Davalı ... vekilinin ve davacı ... vekilinin hükmün esasına yönelik tüm temyiz itirazlarının açıklanan nedenlerle reddi ile hükmün esasa ilişkin olan bölümlerinin ONANMASINA,
Davalı ... vekilinin faize ilişkin temyiz itirazlarına gelince; taraflar arasındaki uyuşmazlık 1.1.2002 tarihinden önceki döneme ait katkı payı alacağı isteğine ilişkin bulunduğuna göre, kural olarak faizin başlangıç tarihi, dava tarihi ise de, davacı 21.1.2003 günlü dava dilekçesinde faiz talebinde bulunmamış, faize ilişkin talebini 10.2.2006 günlü ıslah dilekçesinde dile getirmiştir. Dava dilekçesinde harca esas değer olarak 1000 TL gösterilmiş olup, bu 1000 TL için faiz talep edilmediğine ve faize ilişkin talep tarihi 10.2.2006 olduğuna göre, hüküm altına alınan alacağın sadece 10000 TL"lik kısmı için faiz işletilebileceği ve bu faizin başlangıç tarihinin de ıslah tarihi olan 10.2.2006 tarihi olduğunun düşünülmesi gerekir. Mahkemece açıklanan durumun göz ardı edilmesiyle, hükmedilen tüm alacağa işletilecek faizin 21.1.2003 olan dava tarihinden başlatılması doğru olmamıştır.

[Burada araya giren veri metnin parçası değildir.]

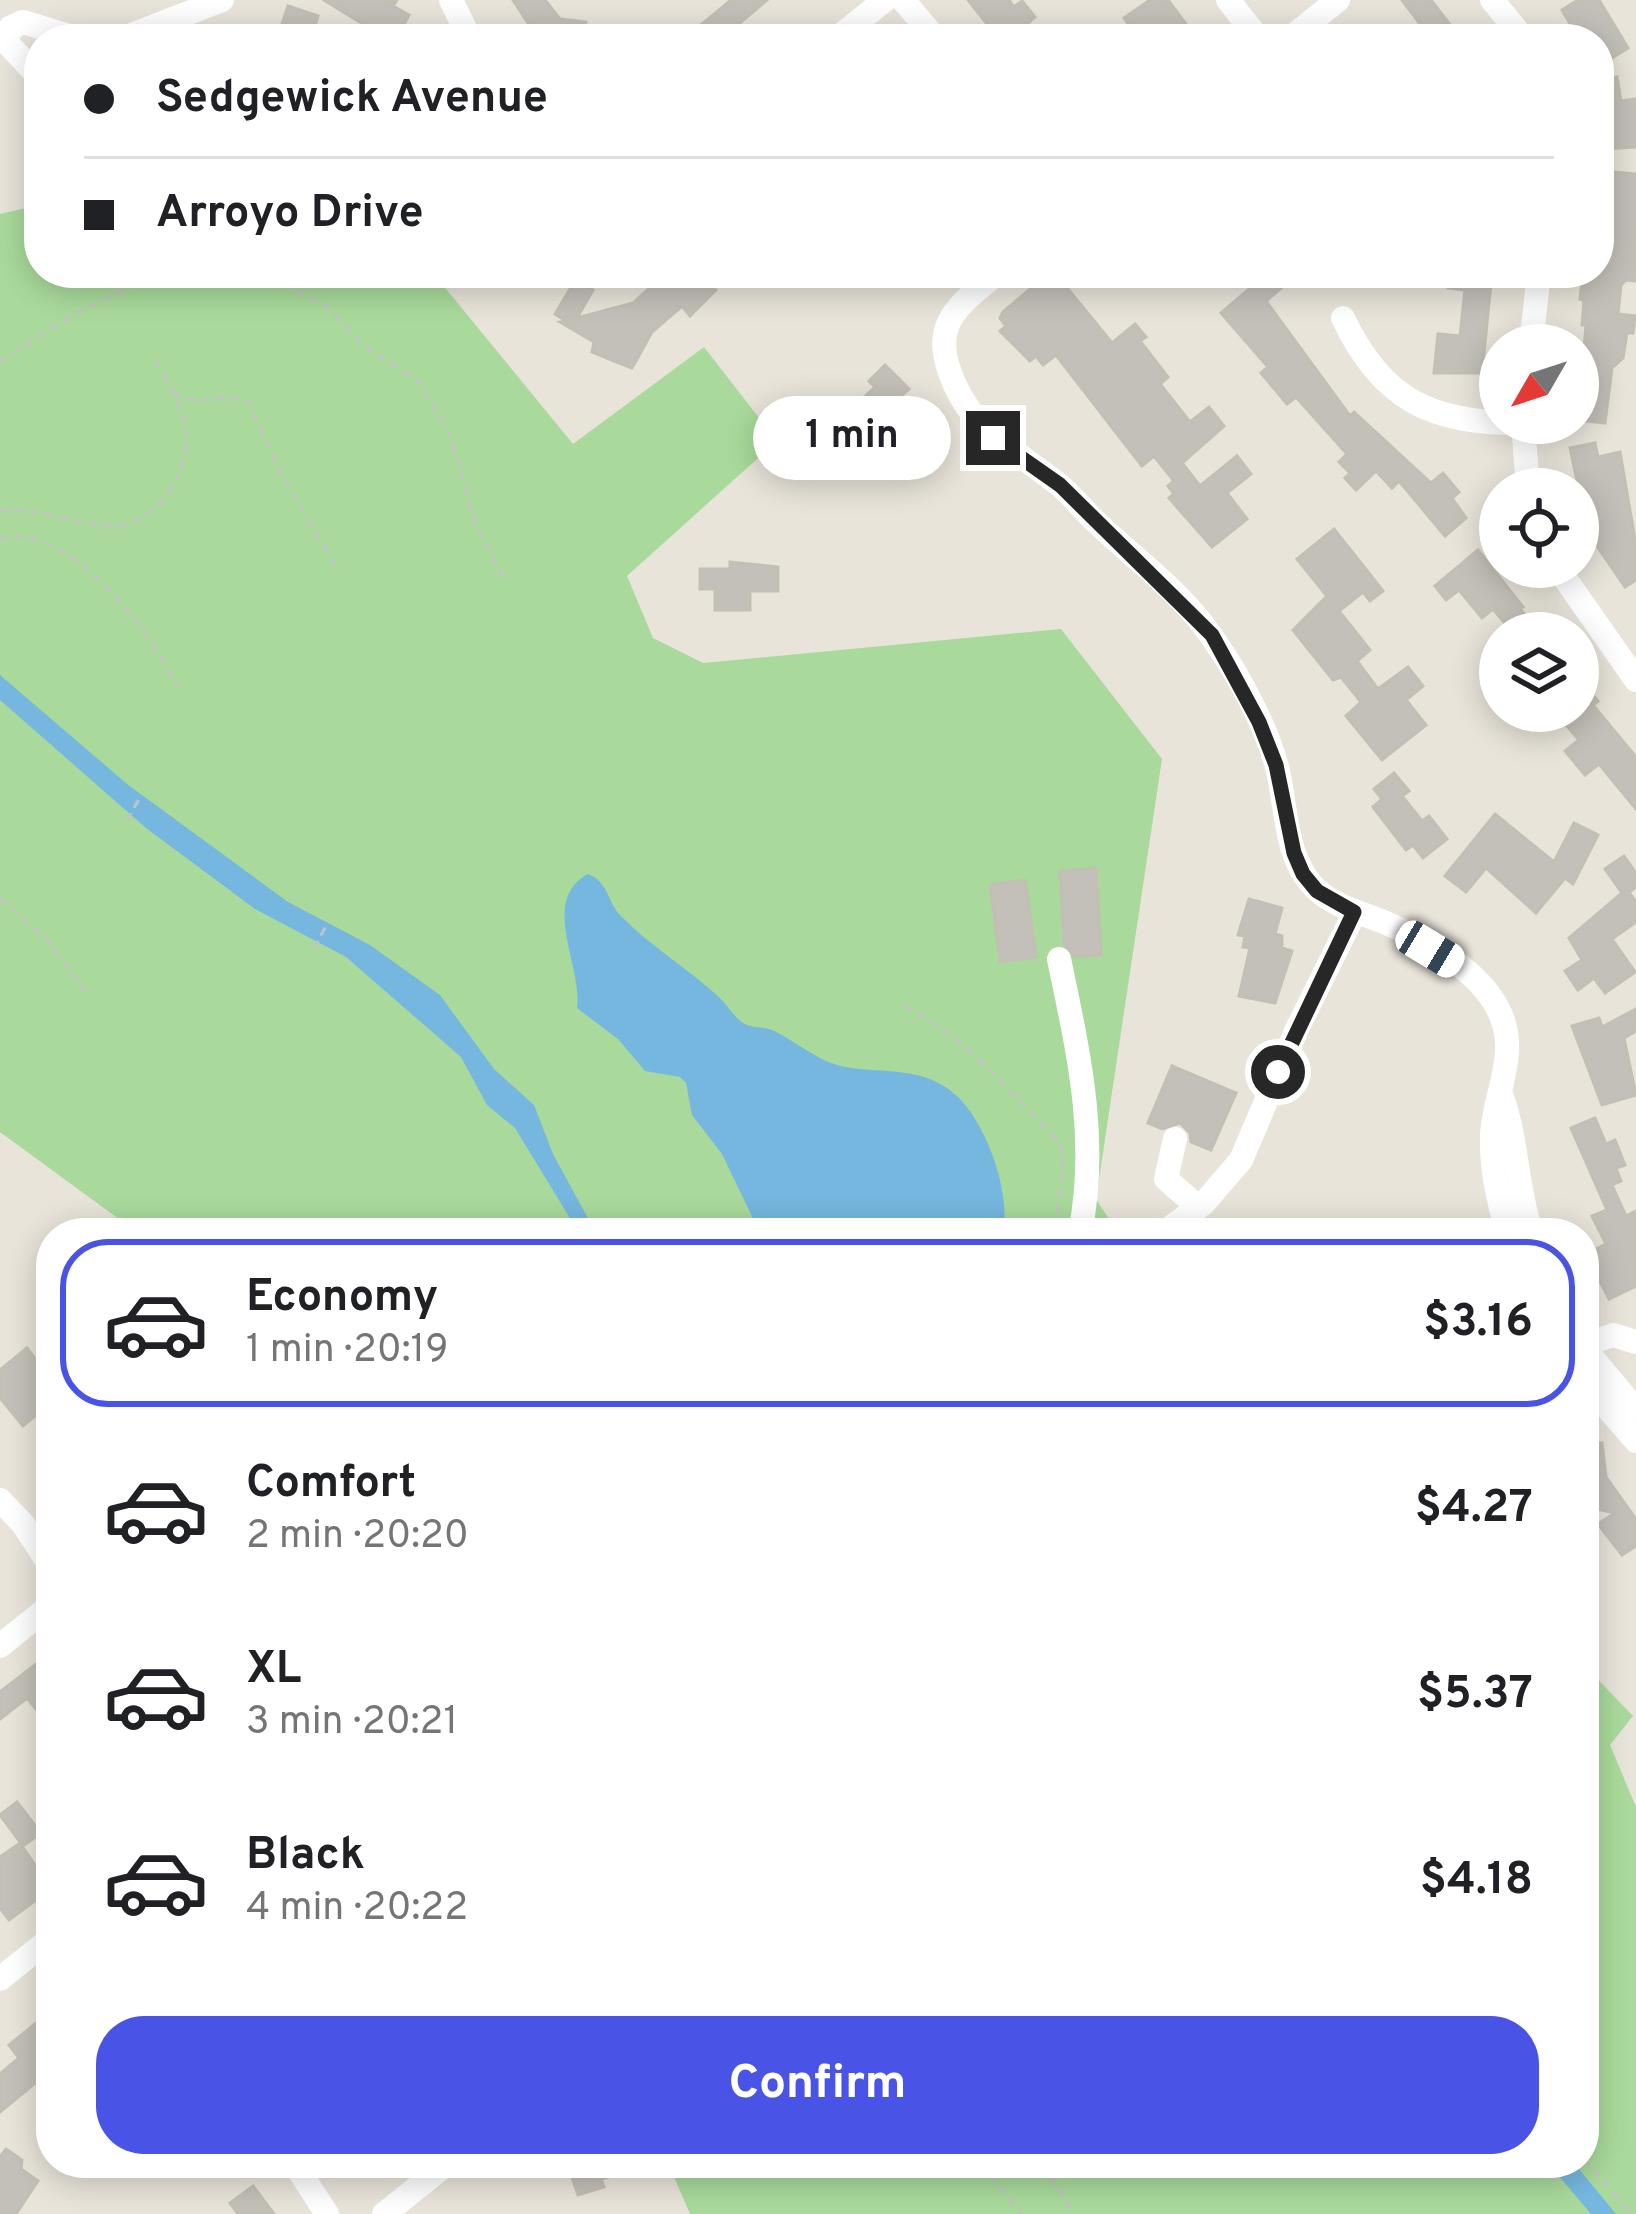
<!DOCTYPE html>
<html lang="en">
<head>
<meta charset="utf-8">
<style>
  body { margin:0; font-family:Overpass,sans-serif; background:#f2f2f2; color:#202124; height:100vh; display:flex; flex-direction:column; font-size:45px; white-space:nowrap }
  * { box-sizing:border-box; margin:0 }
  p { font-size:39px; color:#757577 }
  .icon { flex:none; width:66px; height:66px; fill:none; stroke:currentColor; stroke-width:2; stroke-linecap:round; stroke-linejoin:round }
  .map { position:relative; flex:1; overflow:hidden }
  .side { position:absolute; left:36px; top:1218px; width:1563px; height:960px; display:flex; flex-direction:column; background:#fff; border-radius:48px; box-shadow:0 6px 30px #0003 }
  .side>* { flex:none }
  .hud { position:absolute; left:24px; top:24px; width:1590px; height:264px; border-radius:48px; box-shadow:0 6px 30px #0003; display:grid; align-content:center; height:264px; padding:0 60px; background:#fff }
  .needle { width:78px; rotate:231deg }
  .buttons { position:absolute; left:1479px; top:324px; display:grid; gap:24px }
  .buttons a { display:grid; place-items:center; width:120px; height:120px; border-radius:50%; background:#fff; box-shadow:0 6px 30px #0003; font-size:60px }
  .end { position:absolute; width:54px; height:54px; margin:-27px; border:15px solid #272727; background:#fff; box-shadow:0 0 0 6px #fff }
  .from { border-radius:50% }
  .bubble { position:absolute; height:84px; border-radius:42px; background:#fff; box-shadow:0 6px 30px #0003; font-size:39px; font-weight:700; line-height:84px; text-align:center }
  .car { position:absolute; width:36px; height:72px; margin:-36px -18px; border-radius:15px; box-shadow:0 0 9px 3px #0007; background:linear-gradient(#fff 24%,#345 0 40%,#fff 0 76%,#345 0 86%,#fff 0) }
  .hud b { display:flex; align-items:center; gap:42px; height:114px; font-size:45px }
  .hud b+b { border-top:3px solid #e0e0e0 }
  .hud i { width:30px; height:30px; background:#202124 }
  ul { padding:21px 0 0; list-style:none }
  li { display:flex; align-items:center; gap:36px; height:168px; margin:0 24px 18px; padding:0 36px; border:6px solid transparent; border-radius:48px }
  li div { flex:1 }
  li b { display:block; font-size:45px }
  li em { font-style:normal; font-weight:700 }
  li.selected { border-color:#4953e6 }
  li>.icon { width:108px; height:108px; stroke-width:1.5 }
  .cta { display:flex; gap:24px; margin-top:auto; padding:24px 60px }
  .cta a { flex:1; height:138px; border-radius:48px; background:#4953e6; color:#fff; font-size:48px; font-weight:700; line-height:138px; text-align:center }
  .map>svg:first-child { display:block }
  .green { fill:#a9da9b }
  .water { fill:#76b7e0 }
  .building { fill:#c3c0b9; stroke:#c3bfb4; stroke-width:3 }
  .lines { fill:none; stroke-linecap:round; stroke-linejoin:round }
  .path { stroke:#c3c3c3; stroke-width:3; stroke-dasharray:9 6; stroke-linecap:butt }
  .minor { stroke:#fff; stroke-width:24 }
  .route { stroke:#272727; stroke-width:15 }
</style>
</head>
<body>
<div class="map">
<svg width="1636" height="2214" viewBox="0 0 1636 2214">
  <rect width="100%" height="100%" fill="#e8e4da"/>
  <g class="green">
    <polygon points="39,205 39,273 433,273 573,444 704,347 777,441 627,576 653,638 703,663 1061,629 1162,759 1096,1199 1118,1233 138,1233 0,1132 0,214"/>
    <polygon points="1584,1665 1633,1716 1610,1745 1636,1807 1636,2214 690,2214 668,2163 1584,2163"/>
  </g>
  <g class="water">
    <polygon points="0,675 127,784 288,902 370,945 440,995 494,1069 534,1105 553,1154 596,1233 579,1233 515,1128 487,1105 461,1057 346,957 255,909 146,828 0,700"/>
    <path d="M588 874C609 882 607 902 621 916 650 946 689 969 720 998 729 1007 733 1017 745 1024 755 1029 763 1026 772 1030 793 1039 818 1062 845 1067 886 1074 924 1065 958 1097 987 1125 1011 1193 1003 1233H760L722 1154 692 1115 686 1083 680 1077 645 1071 619 1040 577 1008C583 967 539 900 588 874Z"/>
    <polygon points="1548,2163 1574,2163 1616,2214 1591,2214"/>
  </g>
  <g class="building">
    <polygon points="324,0 397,0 393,6 409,15 399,34 389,28 384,37"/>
    <polygon points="513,0 545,0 560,19 586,22 584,39 536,35"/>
    <polygon points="731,0 767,0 735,27 746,39 684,39"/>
    <polygon points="968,0 1009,0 1014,7 1022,1 1035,17 1010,39 999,39"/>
    <polygon points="1150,0 1168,0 1197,39 1156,39 1146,27 1137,35 1124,18"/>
    <polygon points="1402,0 1431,0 1461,39 1402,39 1420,24"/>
    <polygon points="1578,0 1599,0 1628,48 1599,66 1599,39 1579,39 1562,10"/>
    <polygon points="288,6 318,16 311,39 277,39"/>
    <polygon points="1617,77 1621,101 1636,99 1636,147 1605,149 1599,80"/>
    <polygon points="1602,171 1636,174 1636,281 1626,280 1621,285 1618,314 1635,316 1633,333 1627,333 1623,358 1612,368 1605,423 1578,420 1586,325 1582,325 1584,300 1580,299 1583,273 1599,273"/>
    <polygon points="666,273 702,273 716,290 690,316 682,306 652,332 632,368 592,352 594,342 560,322 566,321 555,314 576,279 593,290 577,318 633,303"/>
    <polygon points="1049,273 1055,273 1112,343 1135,324 1146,337 1140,341 1168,377 1160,384 1190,422 1209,407 1224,426 1182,463 1200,486 1237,456 1251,474 1227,493 1247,519 1212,547 1169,498 1174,494 1168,486 1174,481 1154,456 1142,466 1056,355 1043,365 1036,356 1030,361 1000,331 1006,326 1000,318 1003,312"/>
    <polygon points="1268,273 1299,273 1266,301 1350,416 1354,412 1431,483 1443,473 1459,492 1452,498 1466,518 1445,536 1399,481 1392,488 1376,471 1356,490 1345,478 1350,473 1339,462 1347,454 1296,397 1287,404 1261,373 1268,367 1221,313"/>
    <polygon points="1450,273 1492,273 1482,373 1434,373 1438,334 1460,336 1465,290 1448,288"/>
    <polygon points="885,365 909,389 900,397 917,418 887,441 859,402 875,387 869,381"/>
    <polygon points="1595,443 1598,457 1620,452 1636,545 1636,580 1625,587 1590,536 1574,467 1570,448"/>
    <polygon points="1334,529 1383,591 1370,601 1363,592 1339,611 1370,650 1357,661 1378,689 1408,667 1423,686 1406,700 1426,725 1382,760 1346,716 1361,702 1341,677 1333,680 1293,630 1327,596 1297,559"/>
    <polygon points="1478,550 1523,607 1520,609 1540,633 1513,633 1493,609 1482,618 1459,590 1446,600 1435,586"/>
    <polygon points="730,562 778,567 778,591 750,591 750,610 715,610 715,589 700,589 700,569 730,569"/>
    <polygon points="1578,677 1598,701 1593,705 1636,757 1636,809 1599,764 1585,775 1565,751 1579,740 1554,711 1578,711"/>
    <polygon points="1394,773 1409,791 1402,796 1422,821 1429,816 1447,839 1423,858 1413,845 1406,850 1373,807 1382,799 1374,789"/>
    <polygon points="1495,814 1554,862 1574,823 1598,835 1573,884 1565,878 1536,913 1486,868 1466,892 1445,876"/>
    <polygon points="1624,856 1636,873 1636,887 1629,892 1636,902 1636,922 1612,939 1635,972 1605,993 1594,978 1578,990 1565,971 1582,960 1569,938 1622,893 1605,869"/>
    <polygon points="1096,868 1101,955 1075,956 1064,944 1060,871"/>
    <polygon points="1025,880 1036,957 1000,962 990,885"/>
    <polygon points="1249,899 1282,908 1275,934 1282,936 1282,948 1292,951 1275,1003 1239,996 1250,948 1243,947 1245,936 1238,935"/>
    <polygon points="1636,1009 1636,1031 1624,1038 1636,1095 1602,1105 1572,1026 1599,1018 1602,1027"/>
    <polygon points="1172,1066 1236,1093 1211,1150 1191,1142 1190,1133 1180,1123 1162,1129 1148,1123"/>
    <polygon points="1595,1118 1606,1144 1615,1140 1625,1165 1616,1168 1621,1181 1612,1185 1626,1216 1636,1211 1636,1286 1609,1299 1586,1254 1606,1244 1592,1216 1607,1210 1571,1128"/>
    <polygon points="27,1348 51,1379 51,1403 23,1426 0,1398 0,1370"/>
    <polygon points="1602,1443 1606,1477 1636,1519 1636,1546 1622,1555 1598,1524 1615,1513 1584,1506 1585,1444"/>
    <polygon points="44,1658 51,1668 51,1728 27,1698 0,1719 0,1692"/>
    <polygon points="17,1802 41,1833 23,1846 0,1815"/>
    <polygon points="20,1843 51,1889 9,1920 0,1908 0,1857"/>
    <polygon points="51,2011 51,2070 0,2112 0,2074 19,2058 9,2045"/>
    <polygon points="6,2149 22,2160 21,2169 38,2181 16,2214 0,2214 0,2157"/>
    <polygon points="588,2163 603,2163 608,2177 601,2179 604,2187 578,2195 570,2171"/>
    <polygon points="253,2186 274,2214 238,2214 230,2203"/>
  </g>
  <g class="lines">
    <g class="path">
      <polyline points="239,273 288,287 325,305 367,348 420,382 451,437 475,523 503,578"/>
      <path d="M0 362C55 326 109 290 173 273"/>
      <path d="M173 392C195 409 222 392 247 400L279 469 336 567"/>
      <path d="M0 511C35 506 75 525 111 526 158 527 194 469 185 426 181 403 165 379 155 358"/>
      <path d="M0 539C65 518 155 635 177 687"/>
      <polyline points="127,821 139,799"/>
      <polyline points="0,898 49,942 89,997"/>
      <polyline points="314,949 328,922"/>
      <path d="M904 1006C965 1036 1008 1090 1056 1138L1064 1156 1055 1233"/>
      <polyline points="1584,2158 1631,2214"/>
      <polyline points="981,2163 1021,2214"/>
      <polyline points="1043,2163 1073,2214"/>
      <polyline points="1553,2181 1574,2163"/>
    </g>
    <g class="minor">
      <polyline points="451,0 470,39"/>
      <polyline points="903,0 936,39"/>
      <polyline points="1228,0 1259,39"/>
      <polyline points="1492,0 1524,39"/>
      <polyline points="121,39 222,0"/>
      <polyline points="836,39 885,0"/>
      <polyline points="1289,39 1338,0"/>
      <polyline points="39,77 7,43 10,28 23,22 79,39"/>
      <path d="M998 273C955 307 928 326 955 385 976 433 1018 452 1058 484 1072 495 1083 510 1096 522 1135 559 1182 593 1212 637 1238 674 1265 723 1277 767 1287 806 1284 856 1314 887 1332 906 1362 913 1386 923 1426 940 1480 971 1499 1011 1520 1053 1494 1093 1492 1135 1491 1169 1498 1200 1508 1233"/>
      <path d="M1343 318C1382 401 1433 424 1523 423"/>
      <polyline points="1531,345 1539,273"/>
      <polyline points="1523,423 1528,489"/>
      <polyline points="1557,567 1636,680"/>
      <path d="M1059 959C1078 1051 1099 1138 1080 1233"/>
      <path d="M1502 1097C1518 1142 1516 1188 1532 1233"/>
      <polyline points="1175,1139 1166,1179 1198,1207"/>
      <polyline points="1163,1233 1204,1203 1241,1160 1296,1031 1355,912"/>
      <polyline points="1584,1345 1613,1335 1636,1342"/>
      <polyline points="1584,1348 1636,1410"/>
      <polyline points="1584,1381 1636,1441"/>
      <polyline points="0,1500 23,1524 51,1567"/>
      <polyline points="0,1646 51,1605"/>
      <polyline points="0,1979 51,1938"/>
      <polyline points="294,2163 327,2214"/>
      <polyline points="384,2214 448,2163"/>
    </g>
  </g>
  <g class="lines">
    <polyline class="route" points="993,438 1060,485 1212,635 1259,722 1276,765 1294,853 1303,874 1317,891 1354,912 1278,1072"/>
  </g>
</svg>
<div class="buttons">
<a><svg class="needle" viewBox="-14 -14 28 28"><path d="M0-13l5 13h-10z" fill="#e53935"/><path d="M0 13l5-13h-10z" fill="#757577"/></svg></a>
<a><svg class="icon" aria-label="locate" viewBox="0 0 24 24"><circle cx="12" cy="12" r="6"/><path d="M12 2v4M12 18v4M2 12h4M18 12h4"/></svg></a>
<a><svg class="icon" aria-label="layers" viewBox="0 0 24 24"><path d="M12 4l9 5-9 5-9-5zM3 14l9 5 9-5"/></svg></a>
</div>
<i class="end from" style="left:1278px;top:1072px"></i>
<i class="end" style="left:993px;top:438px"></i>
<div class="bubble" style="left:753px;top:396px;width:198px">1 min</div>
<i class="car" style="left:1430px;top:949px;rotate:121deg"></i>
<div class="hud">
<b><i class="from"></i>Sedgewick Avenue</b>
<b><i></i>Arroyo Drive</b>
</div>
<section class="side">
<ul>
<li class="selected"><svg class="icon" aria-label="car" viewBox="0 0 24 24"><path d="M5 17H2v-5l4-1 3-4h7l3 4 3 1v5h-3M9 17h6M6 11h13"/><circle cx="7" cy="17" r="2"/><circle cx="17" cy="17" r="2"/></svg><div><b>Economy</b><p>1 min · 20:19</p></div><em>$3.16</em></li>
<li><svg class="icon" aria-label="car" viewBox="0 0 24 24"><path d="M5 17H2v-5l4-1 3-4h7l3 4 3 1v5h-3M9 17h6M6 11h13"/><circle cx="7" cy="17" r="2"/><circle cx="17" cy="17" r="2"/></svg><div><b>Comfort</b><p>2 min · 20:20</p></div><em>$4.27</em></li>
<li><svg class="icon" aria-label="car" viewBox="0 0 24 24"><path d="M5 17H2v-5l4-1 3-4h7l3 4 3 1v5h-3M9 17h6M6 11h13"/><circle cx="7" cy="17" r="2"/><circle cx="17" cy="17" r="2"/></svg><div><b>XL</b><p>3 min · 20:21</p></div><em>$5.37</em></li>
<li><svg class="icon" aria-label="car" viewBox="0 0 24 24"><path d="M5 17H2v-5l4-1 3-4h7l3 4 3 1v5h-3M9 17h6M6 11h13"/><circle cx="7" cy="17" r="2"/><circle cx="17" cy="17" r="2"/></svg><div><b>Black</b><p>4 min · 20:22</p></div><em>$4.18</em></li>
</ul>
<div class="cta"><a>Confirm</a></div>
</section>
</div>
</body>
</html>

Davalı vekilinin bu yöne ilişen temyiz itirazları yerinde olduğundan kabulü ile yerel mahkeme hükmünün, sadece faiz başlangıcı açısından ve açıklanan nedenlerle, HUMK.nun 428. maddesi uyarınca BOZULMASINA, aşağıda dökümleri yazılı 14,00 TL peşin harcın onama harcına mahsubu ile kalan 3,15 TL’nın temyiz eden davacıdan, 148,50 TL peşin harcın onama harcına mahsubu ile kalan 70,23 TL’nın temyiz eden davalıdan alınmasına 13.07.2010 tarihinde oybirliğiyle karar verildi.